Today, our life has become so overtly dependent that we can safely say that we live in the ‘plastic age’. The durability of plastics and their potential for diverse applications, including widespread use as disposable items, were anticipated, but the problems associated with waste management and plastic debris were not. Slogan like ‘Beat Plastic Pollution’ on World Environment Day, 2018 is successfully spreading awareness globally. But still, we continue to brave national laws in favour of plastic use.
But the natural law is in play due to this ubiquitous pollution. The plastic is clogging our drains. It is creating difficulty in groundwater recharge. Without water reservoirs, threat of a future water crisis looms large. Micro-plastics found in oceans reach aquatic biodiversity, effecting the food chain. Ghost nets i.e. plastics pose threat to seabirds as their migration vision is compromised. Micro beads, used in cosmetics like creams, may negatively affect human health.

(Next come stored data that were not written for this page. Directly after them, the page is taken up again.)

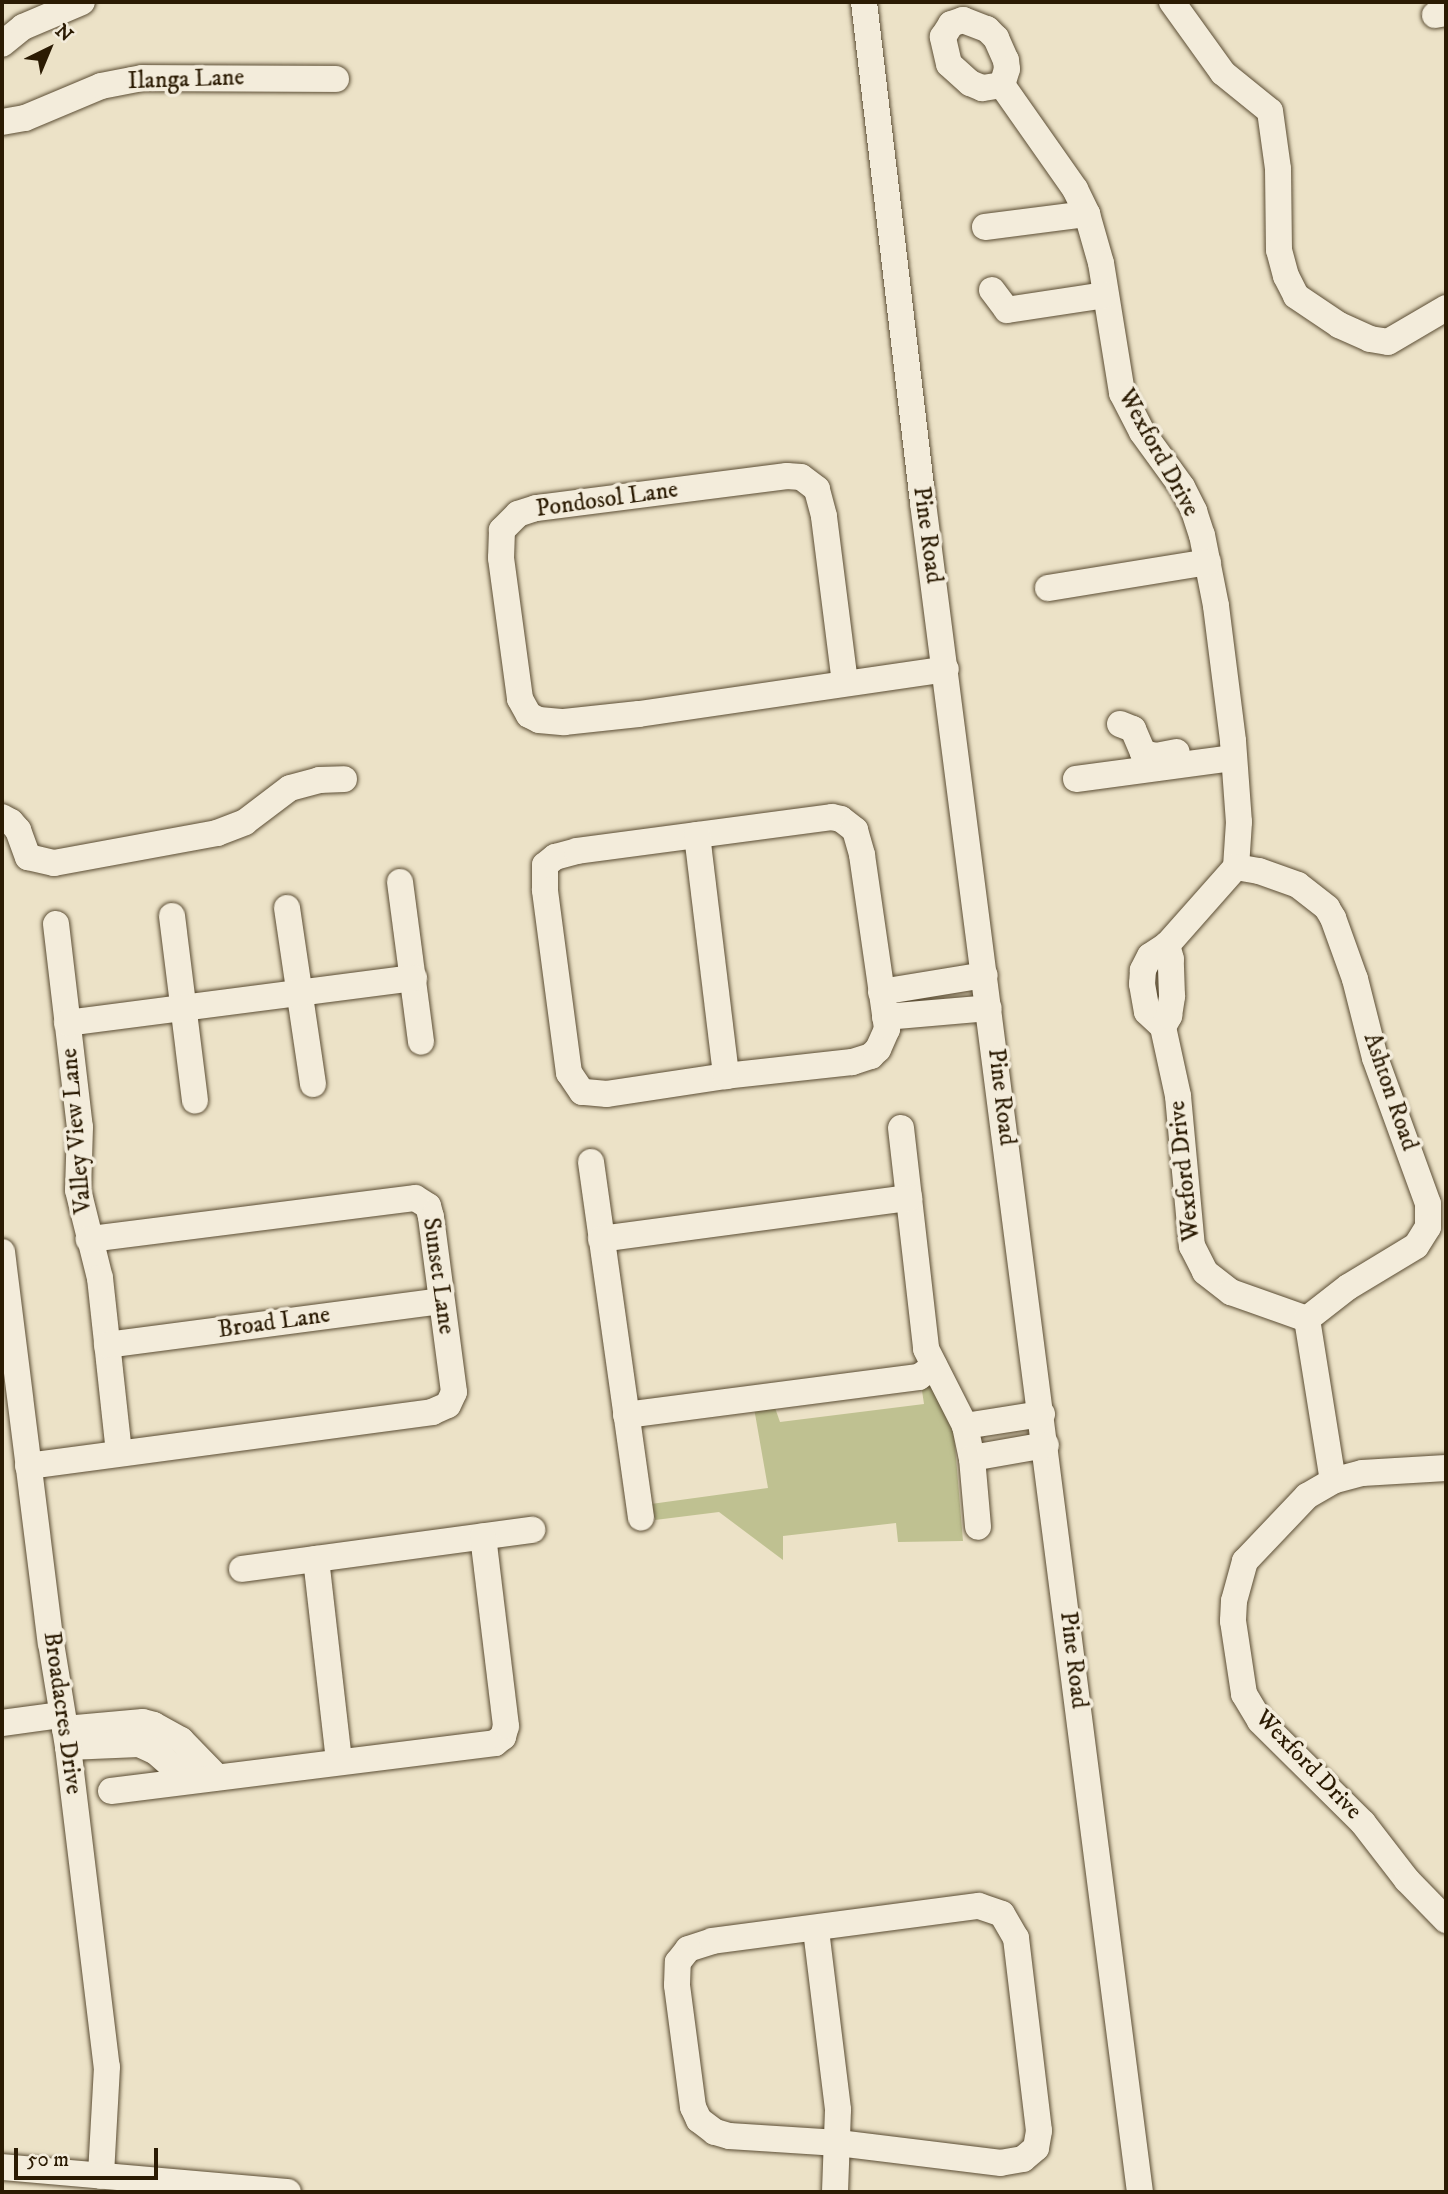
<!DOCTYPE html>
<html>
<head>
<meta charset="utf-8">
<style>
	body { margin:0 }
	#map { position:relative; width:1448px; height:2194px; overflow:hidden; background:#ece2c7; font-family:"IM FELL DW Pica",serif }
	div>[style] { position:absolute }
	.green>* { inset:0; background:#bfc191 }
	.roads { filter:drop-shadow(0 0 2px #5b4d34) drop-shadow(0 0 2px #5b4d34) }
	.minor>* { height:26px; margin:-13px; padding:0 13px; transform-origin:13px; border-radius:13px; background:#f3ecdb }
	span { translate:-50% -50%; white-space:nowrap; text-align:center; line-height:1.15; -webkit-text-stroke:7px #f3ecdb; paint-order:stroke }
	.street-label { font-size:24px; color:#2b1b03 }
	.frame { position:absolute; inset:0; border:4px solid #2b1b03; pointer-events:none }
	.north { position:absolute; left:14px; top:14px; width:70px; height:70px; -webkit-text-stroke:5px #f3ecdb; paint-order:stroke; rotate:43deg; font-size:19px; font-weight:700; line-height:28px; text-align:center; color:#2b1b03 }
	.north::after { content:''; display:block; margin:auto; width:24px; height:32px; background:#2b1b03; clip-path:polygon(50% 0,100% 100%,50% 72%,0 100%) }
	.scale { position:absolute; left:14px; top:2148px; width:144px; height:32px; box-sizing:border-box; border:4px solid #2b1b03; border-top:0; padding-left:9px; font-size:21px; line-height:24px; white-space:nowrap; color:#2b1b03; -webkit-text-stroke:5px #f3ecdb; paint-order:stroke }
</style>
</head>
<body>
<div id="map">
	<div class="green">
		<i style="clip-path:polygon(931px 1383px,953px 1422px,963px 1541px,898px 1542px,896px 1523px,783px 1536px,783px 1560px,719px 1512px,655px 1520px,651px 1504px,768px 1488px,754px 1408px,774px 1405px,780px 1422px,924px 1404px,921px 1384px)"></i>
	</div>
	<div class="roads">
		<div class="minor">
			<i style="left:864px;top:2px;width:504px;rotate:83.28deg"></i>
			<i style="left:923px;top:503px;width:1703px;rotate:82.68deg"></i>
			<i style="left:1172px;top:2px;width:87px;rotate:54.3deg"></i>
			<i style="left:1223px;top:73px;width:60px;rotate:39deg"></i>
			<i style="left:1270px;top:111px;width:59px;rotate:82.1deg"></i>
			<i style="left:1278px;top:169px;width:81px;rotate:89.3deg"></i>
			<i style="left:1279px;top:250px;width:27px;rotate:75deg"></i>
			<i style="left:1286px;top:276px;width:22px;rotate:63deg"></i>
			<i style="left:1296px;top:296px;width:52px;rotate:34deg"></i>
			<i style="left:1339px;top:325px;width:34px;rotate:24deg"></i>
			<i style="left:1370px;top:339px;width:18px;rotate:9deg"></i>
			<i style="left:1388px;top:342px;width:67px;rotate:-30.4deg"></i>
			<i style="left:1435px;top:15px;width:11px;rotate:-10deg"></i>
			<i style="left:963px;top:20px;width:26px;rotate:21deg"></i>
			<i style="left:987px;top:29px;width:13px;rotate:45deg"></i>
			<i style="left:996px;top:38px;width:24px;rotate:66deg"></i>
			<i style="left:1006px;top:60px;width:9px;rotate:84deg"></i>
			<i style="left:1007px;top:69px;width:17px;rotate:107deg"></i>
			<i style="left:1002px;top:85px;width:20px;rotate:171deg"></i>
			<i style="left:982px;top:88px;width:13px;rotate:-157deg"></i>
			<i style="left:970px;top:83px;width:28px;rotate:-138deg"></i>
			<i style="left:949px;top:64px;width:28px;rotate:-103deg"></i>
			<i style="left:943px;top:37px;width:15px;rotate:-58deg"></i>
			<i style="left:951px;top:24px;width:13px;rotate:-18deg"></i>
			<i style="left:2px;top:44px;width:27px;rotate:-39deg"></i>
			<i style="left:23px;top:27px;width:64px;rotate:-23deg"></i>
			<i style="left:1002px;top:85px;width:127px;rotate:54.9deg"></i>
			<i style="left:1075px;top:189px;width:28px;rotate:64deg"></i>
			<i style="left:1087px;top:214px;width:51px;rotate:74.1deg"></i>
			<i style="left:1101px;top:263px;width:132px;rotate:80.8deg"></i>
			<i style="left:1122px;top:393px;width:44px;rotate:62.9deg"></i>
			<i style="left:1142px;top:432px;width:68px;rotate:54deg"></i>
			<i style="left:1182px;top:487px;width:27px;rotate:63deg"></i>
			<i style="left:1194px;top:511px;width:25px;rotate:72deg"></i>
			<i style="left:1202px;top:535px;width:72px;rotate:78.8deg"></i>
			<i style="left:1216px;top:606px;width:136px;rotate:82.8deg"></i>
			<i style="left:1233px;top:741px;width:81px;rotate:85.8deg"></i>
			<i style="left:1239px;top:822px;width:45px;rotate:93.8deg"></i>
			<i style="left:1236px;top:867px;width:104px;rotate:131.5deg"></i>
			<i style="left:1167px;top:945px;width:20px;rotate:147deg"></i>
			<i style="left:1150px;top:956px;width:16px;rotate:117deg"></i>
			<i style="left:1143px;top:970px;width:14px;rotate:94deg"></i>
			<i style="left:1142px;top:984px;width:28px;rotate:80deg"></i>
			<i style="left:1147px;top:1012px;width:22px;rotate:43deg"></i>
			<i style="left:1163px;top:1027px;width:71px;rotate:77.7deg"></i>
			<i style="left:1178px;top:1096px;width:151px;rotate:84.7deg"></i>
			<i style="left:1192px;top:1246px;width:29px;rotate:63deg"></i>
			<i style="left:1205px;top:1272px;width:33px;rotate:38deg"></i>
			<i style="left:1231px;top:1292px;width:81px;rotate:19.6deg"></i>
			<i style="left:2px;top:122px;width:23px;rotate:-10deg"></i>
			<i style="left:25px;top:118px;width:82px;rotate:-22.8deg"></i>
			<i style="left:101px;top:86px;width:42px;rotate:-11deg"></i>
			<i style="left:142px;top:78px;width:194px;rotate:0.3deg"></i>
			<i style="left:985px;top:227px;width:103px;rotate:-7.3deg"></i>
			<i style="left:992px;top:290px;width:25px;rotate:53deg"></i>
			<i style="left:1007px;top:310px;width:99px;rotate:-8.7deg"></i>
			<i style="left:1048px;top:588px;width:162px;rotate:-9.2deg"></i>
			<i style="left:845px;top:683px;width:168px;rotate:-97.2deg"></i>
			<i style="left:824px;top:516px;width:28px;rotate:-105deg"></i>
			<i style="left:817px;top:489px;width:20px;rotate:-143deg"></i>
			<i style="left:801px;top:477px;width:14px;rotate:-176deg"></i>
			<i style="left:787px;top:476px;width:253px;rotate:172.7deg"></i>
			<i style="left:536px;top:508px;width:19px;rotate:162deg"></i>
			<i style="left:518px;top:514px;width:23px;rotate:135deg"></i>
			<i style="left:502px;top:530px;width:28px;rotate:92deg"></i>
			<i style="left:501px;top:558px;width:142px;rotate:82.3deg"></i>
			<i style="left:520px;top:699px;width:18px;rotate:61deg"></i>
			<i style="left:529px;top:715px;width:11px;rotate:27deg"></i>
			<i style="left:539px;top:720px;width:25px;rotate:5deg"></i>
			<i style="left:564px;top:722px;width:75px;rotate:-6.1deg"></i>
			<i style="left:639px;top:714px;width:310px;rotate:-8.3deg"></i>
			<i style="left:1120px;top:724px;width:14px;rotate:21deg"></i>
			<i style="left:1133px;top:729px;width:26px;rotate:67deg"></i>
			<i style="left:1143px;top:753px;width:13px;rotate:13deg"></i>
			<i style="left:1156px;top:756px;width:21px;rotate:-11deg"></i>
			<i style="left:1076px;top:779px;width:159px;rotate:-7.6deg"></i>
			<i style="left:2px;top:817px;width:10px;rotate:29deg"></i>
			<i style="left:11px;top:822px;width:11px;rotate:49deg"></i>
			<i style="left:18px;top:830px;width:29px;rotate:70deg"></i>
			<i style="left:28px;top:857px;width:27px;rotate:13deg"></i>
			<i style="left:54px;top:863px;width:166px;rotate:-10.4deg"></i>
			<i style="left:217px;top:833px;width:30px;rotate:-21deg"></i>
			<i style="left:245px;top:822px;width:56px;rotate:-37.1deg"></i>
			<i style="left:290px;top:788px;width:30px;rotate:-15deg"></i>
			<i style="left:319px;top:780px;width:25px;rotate:-2deg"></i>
			<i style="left:832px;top:817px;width:9px;rotate:13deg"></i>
			<i style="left:841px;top:819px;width:18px;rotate:38deg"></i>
			<i style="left:855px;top:830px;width:26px;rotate:74deg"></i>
			<i style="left:862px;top:855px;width:176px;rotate:81.8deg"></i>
			<i style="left:887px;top:1029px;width:22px;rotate:114deg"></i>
			<i style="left:878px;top:1049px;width:10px;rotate:135deg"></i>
			<i style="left:871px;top:1056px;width:20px;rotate:162deg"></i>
			<i style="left:852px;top:1062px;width:127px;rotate:173.7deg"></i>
			<i style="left:726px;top:1076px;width:120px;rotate:171.4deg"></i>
			<i style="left:607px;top:1094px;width:25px;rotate:-175deg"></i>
			<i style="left:582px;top:1092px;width:23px;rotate:-124deg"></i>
			<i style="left:569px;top:1073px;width:185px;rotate:-97.5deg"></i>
			<i style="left:545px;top:890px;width:25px;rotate:-90deg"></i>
			<i style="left:545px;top:865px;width:13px;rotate:-39deg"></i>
			<i style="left:555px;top:857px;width:23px;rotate:-15deg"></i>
			<i style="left:577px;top:851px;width:257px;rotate:-7.6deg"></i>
			<i style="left:697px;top:835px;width:243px;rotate:83.1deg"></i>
			<i style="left:1236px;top:867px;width:23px;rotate:10deg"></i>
			<i style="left:1259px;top:871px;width:41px;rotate:19.7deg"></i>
			<i style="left:1298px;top:885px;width:37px;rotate:38deg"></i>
			<i style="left:1327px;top:908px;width:12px;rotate:59deg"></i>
			<i style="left:1333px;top:918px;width:65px;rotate:70.2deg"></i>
			<i style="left:1355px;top:979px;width:81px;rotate:75.8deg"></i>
			<i style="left:1375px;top:1058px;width:155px;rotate:70deg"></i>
			<i style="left:1428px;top:1204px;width:23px;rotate:90deg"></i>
			<i style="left:1428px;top:1227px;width:22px;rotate:122deg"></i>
			<i style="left:1416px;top:1246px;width:79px;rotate:148.9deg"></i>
			<i style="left:1348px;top:1287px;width:52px;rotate:142deg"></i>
			<i style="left:400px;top:882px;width:161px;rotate:82.5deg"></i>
			<i style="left:287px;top:908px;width:178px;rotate:81.6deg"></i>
			<i style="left:172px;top:916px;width:186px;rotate:82.9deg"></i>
			<i style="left:56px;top:924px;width:204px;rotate:83.3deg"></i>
			<i style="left:80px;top:1127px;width:63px;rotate:91.8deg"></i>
			<i style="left:78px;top:1190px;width:91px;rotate:76deg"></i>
			<i style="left:100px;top:1278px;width:176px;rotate:83.8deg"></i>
			<i style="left:881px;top:992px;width:105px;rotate:-9.3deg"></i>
			<i style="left:885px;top:1017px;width:104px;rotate:-4.9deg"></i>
			<i style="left:67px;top:1023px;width:350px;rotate:-7.4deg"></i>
			<i style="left:1163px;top:1027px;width:13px;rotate:-61deg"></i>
			<i style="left:1169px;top:1016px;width:20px;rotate:-81deg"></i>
			<i style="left:1172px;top:996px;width:37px;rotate:-92deg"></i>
			<i style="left:1171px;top:959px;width:15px;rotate:-106deg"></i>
			<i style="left:901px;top:1128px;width:222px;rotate:83.5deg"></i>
			<i style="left:926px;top:1349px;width:86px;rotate:63.1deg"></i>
			<i style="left:965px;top:1426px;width:33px;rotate:78deg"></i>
			<i style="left:972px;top:1458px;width:69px;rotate:85deg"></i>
			<i style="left:591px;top:1162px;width:359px;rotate:82deg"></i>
			<i style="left:601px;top:1239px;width:311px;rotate:-7.6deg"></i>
			<i style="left:2px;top:1252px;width:394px;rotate:82.9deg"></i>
			<i style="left:51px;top:1643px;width:105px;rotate:80.7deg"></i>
			<i style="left:68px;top:1747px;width:322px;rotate:83.1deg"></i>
			<i style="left:107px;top:2067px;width:109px;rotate:93.2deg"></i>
			<i style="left:1307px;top:1319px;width:164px;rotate:80.9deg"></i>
			<i style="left:107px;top:1345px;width:337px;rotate:-7.5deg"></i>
			<i style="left:626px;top:1415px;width:295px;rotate:-7.4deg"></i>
			<i style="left:919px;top:1377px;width:19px;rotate:-36deg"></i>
			<i style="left:965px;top:1426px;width:78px;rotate:-8.9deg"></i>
			<i style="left:972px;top:1458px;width:75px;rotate:-10deg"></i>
			<i style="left:28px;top:1466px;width:408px;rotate:-7.6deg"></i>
			<i style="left:432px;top:1412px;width:17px;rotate:-24deg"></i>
			<i style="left:448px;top:1405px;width:14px;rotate:-65deg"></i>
			<i style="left:454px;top:1392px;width:177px;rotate:-97.5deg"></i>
			<i style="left:431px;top:1217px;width:11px;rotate:-105deg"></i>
			<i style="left:428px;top:1206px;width:15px;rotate:-148deg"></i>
			<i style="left:415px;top:1198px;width:329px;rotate:172.8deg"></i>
			<i style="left:1446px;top:1468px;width:84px;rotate:176.6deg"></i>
			<i style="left:1362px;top:1473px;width:30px;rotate:165deg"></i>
			<i style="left:1333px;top:1481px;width:30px;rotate:150deg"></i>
			<i style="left:1307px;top:1496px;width:90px;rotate:133.6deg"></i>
			<i style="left:1245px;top:1561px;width:41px;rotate:105.4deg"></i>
			<i style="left:1234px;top:1601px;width:20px;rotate:93deg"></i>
			<i style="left:1233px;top:1621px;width:74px;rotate:81.4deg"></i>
			<i style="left:1244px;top:1694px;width:31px;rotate:59deg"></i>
			<i style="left:1260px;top:1721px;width:145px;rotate:44.7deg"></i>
			<i style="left:1363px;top:1823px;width:72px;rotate:52.3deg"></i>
			<i style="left:1407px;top:1880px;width:56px;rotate:45.7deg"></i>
			<i style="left:316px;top:1559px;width:203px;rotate:83.5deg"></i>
			<i style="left:242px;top:1569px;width:293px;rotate:-7.7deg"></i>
			<i style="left:2px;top:1723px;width:60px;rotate:-7.7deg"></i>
			<i style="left:65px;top:1729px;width:78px;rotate:-5.1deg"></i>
			<i style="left:143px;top:1722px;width:11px;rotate:15deg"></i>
			<i style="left:154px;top:1725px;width:31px;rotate:29deg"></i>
			<i style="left:181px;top:1740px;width:52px;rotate:45.8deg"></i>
			<i style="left:68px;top:1747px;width:71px;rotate:-2.4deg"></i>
			<i style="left:139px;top:1744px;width:19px;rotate:25deg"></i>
			<i style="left:156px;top:1752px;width:44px;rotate:41.3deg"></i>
			<i style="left:111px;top:1791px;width:387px;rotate:-7.1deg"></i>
			<i style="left:495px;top:1743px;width:10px;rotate:-37deg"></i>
			<i style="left:503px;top:1737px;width:11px;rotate:-75deg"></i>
			<i style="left:506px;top:1726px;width:191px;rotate:-96.9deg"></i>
			<i style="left:979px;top:1906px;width:24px;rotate:19deg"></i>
			<i style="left:1002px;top:1914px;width:28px;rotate:60deg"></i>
			<i style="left:1016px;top:1938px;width:194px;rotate:83.2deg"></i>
			<i style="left:1039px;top:2131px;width:17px;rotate:100deg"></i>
			<i style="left:1036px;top:2148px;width:17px;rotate:140deg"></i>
			<i style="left:1023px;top:2159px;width:22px;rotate:170deg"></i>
			<i style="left:1001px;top:2163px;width:164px;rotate:-173deg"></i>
			<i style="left:838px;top:2143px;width:109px;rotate:-176.3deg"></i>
			<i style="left:729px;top:2136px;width:15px;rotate:-164deg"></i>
			<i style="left:715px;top:2132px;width:20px;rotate:-143deg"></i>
			<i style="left:699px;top:2120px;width:14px;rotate:-115deg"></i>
			<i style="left:693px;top:2107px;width:123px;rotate:-97.5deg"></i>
			<i style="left:677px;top:1985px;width:23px;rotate:-88deg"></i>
			<i style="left:678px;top:1962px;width:16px;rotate:-52deg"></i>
			<i style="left:688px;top:1949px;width:25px;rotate:-18deg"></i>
			<i style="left:712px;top:1941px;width:269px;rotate:-7.5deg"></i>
			<i style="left:816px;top:1930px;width:181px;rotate:83deg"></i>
			<i style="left:838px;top:2110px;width:82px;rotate:92.1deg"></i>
			<i style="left:2px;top:2167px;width:287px;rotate:5deg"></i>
		</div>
	</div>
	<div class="street-label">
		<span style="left:186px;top:80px;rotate:-2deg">Ilanga Lane</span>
		<span style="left:1158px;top:453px;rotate:61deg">Wexford Drive</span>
		<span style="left:607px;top:500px;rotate:-8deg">Pondosol Lane</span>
		<span style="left:927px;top:535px;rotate:82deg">Pine Road</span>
		<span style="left:1390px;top:1092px;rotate:71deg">Ashton Road</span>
		<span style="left:1001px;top:1097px;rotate:83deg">Pine Road</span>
		<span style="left:77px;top:1131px;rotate:-95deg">Valley View Lane</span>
		<span style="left:1185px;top:1171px;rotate:-96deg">Wexford Drive</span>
		<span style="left:438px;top:1276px;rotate:82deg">Sunset Lane</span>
		<span style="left:274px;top:1323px;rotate:-8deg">Broad Lane</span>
		<span style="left:1073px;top:1660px;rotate:83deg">Pine Road</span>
		<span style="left:62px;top:1713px;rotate:82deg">Broadacres Drive</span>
		<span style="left:1308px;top:1765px;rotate:46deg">Wexford Drive</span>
	</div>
	<div class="frame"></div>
	<div class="north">N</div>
	<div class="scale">50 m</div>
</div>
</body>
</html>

For the continuation of natural balance & sustaining life on Earth, we must look beyond our immediate needs & desires, rise above our selfishness. We cannot toy around with our future. We must remember that we are the only species on Earth which has the intellect to think about not just for ourselves but for all the other species co-existing with us. Our scientific progress will remain aimless without philosophy. It will teach us to ask the right questions always. Thus, we must always promote both scientific & philosophical/ ethical reasonings. This way, our conscience will always remind us that we may brave human laws but cannot resist natural laws.